Published in 1895, the story that launched H.G. Wells’ as the father of science fiction, begins with a group of free-thinking, Victorian men in-the-midst of a luxurious after-dinner discussion by the fire side. In which their host, who comes to be known as the Time Traveller, raises the argument of time travel and a machine he has been working on. A week later a similar group meet for dinner, but their host, the Time Traveller, is conspicuous by his absence – he was seen entering his laboratory by his servants – then when he reappears he his dishevelled, half-starved and with bare, bloodied feet.

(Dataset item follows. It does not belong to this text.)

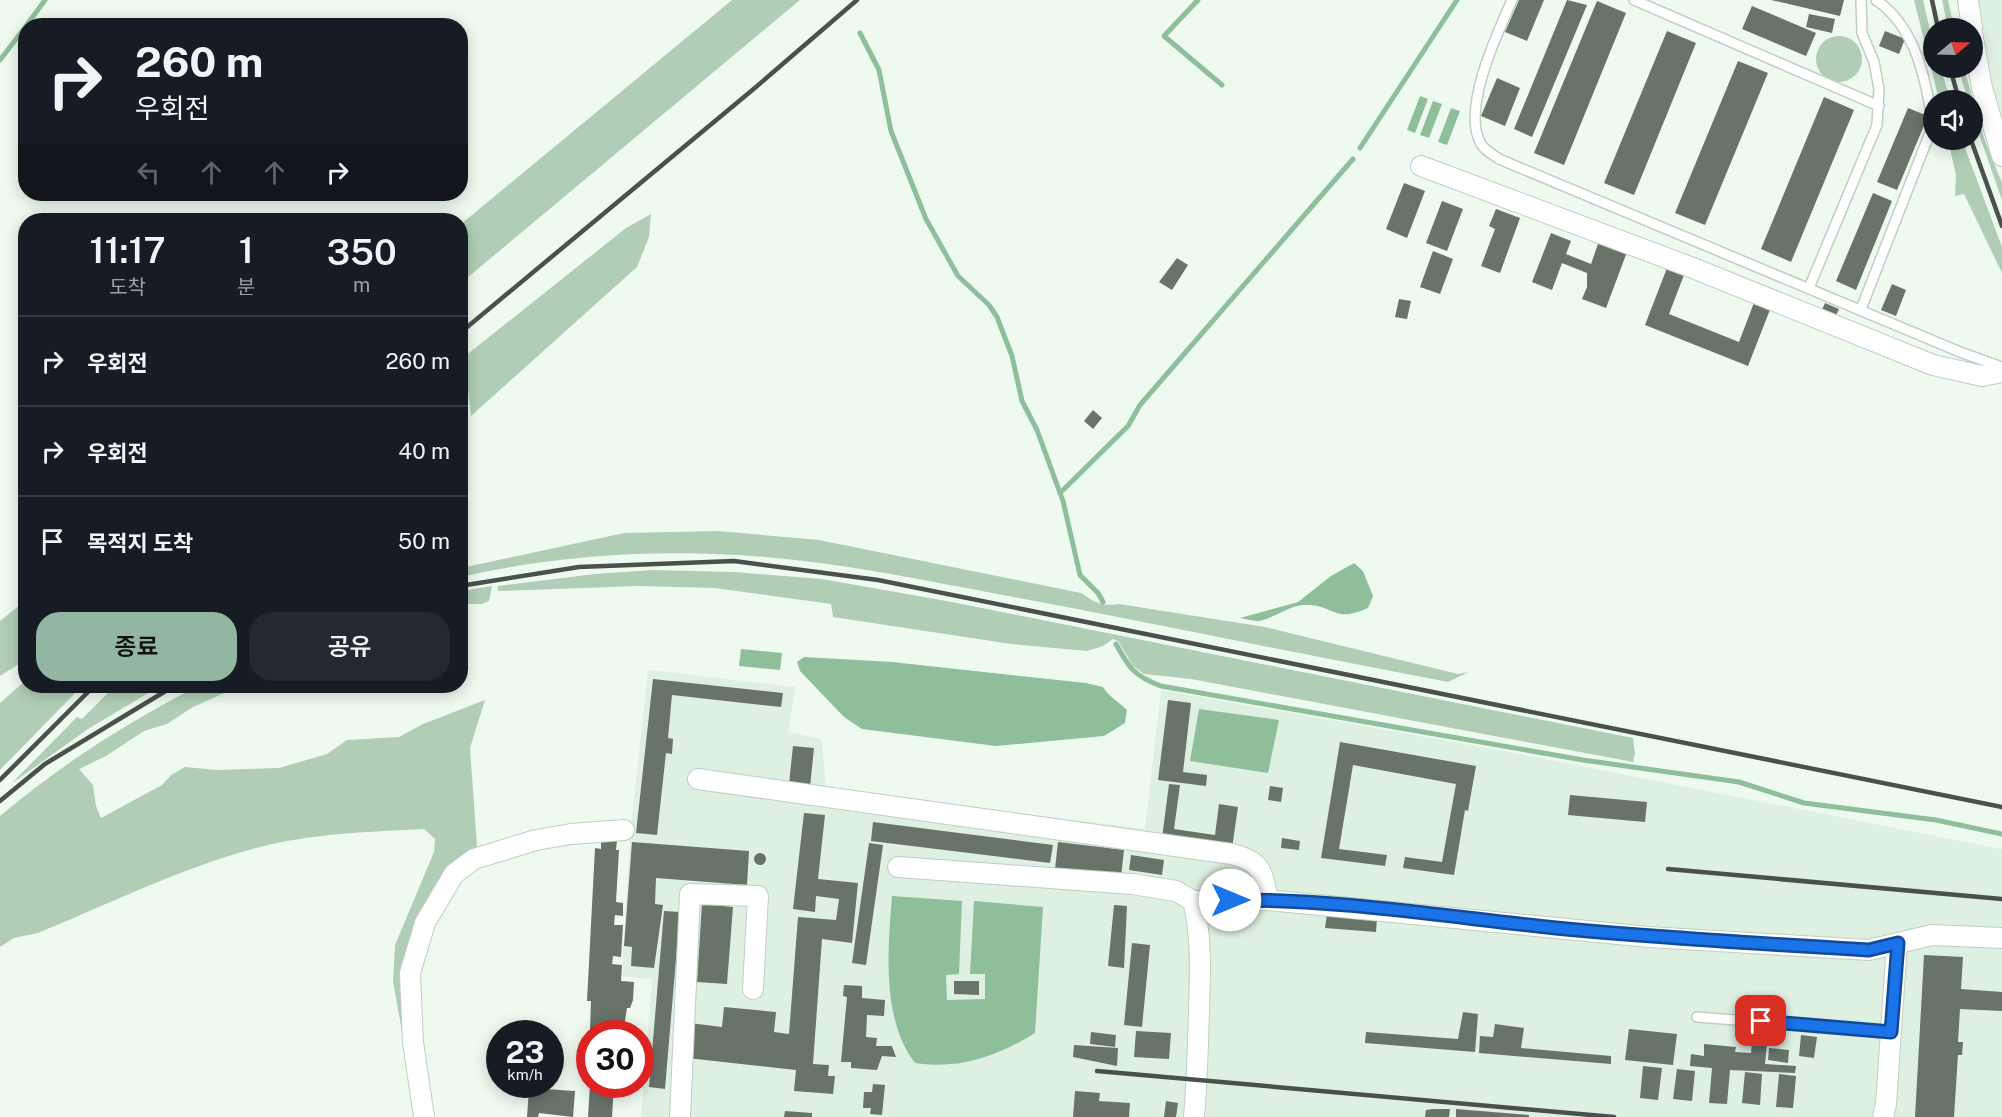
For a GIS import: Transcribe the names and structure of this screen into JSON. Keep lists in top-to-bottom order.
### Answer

The reader and the guests are kept on tender-hooks as the Time Traveller takes some time to recover, and much speculation circulates the group as they impatiently wait for their host to return and explain. When he does he announces, “I’ve had a most amazing time….” and so begins the Time Traveller’s astonishing account of his journey 800,000 years into the future. Where he discovers two bizarre races: first the ethereal, childlike Eloi and then the creeping, subterranean Morlocks.
I just loved the atmosphere that Wells was able to create with the well-used technique of friends gathering around a fire and to hear a story told – reminiscent of many classic horror stories – which created a clever juxtaposition; as this is not your usual scary story, with its ghosts, ghouls and monsters. Instead this is an new breed of unsettling story, that travels not back but forward in time, to gives us an alarming vision of the future. Where the Earth is slowly dying, our civilisation has long gone, and the symbiotic relationship between Eloi and Morlock taps into some of our worst fears.
My only niggle would be the Time Traveller himself – Instead of the brave explorer I was sort of expecting, I got a pretty foolhardy adventurer. He lolloped about the landscape, like some giant, English dandy on holiday, with little concern for his safety or for the safety of the Eloi; who so innocently and unquestionably befriended him. In hindsight though, was this perhaps an intentional portrayal and damning commentary from Wells on the Western explorers of his time, as they explored deeper into Africa and South America with little concern for the indigenous people?
Niggle aside though, I thought The Time Machine was a truly imaginative and ahead of its time tale of the future, and with the Time Traveller’s gung-ho attitude, the adventure skipped along at a quick, exciting pace too. Good read.
Have you read this? Have you read anything else by Wells?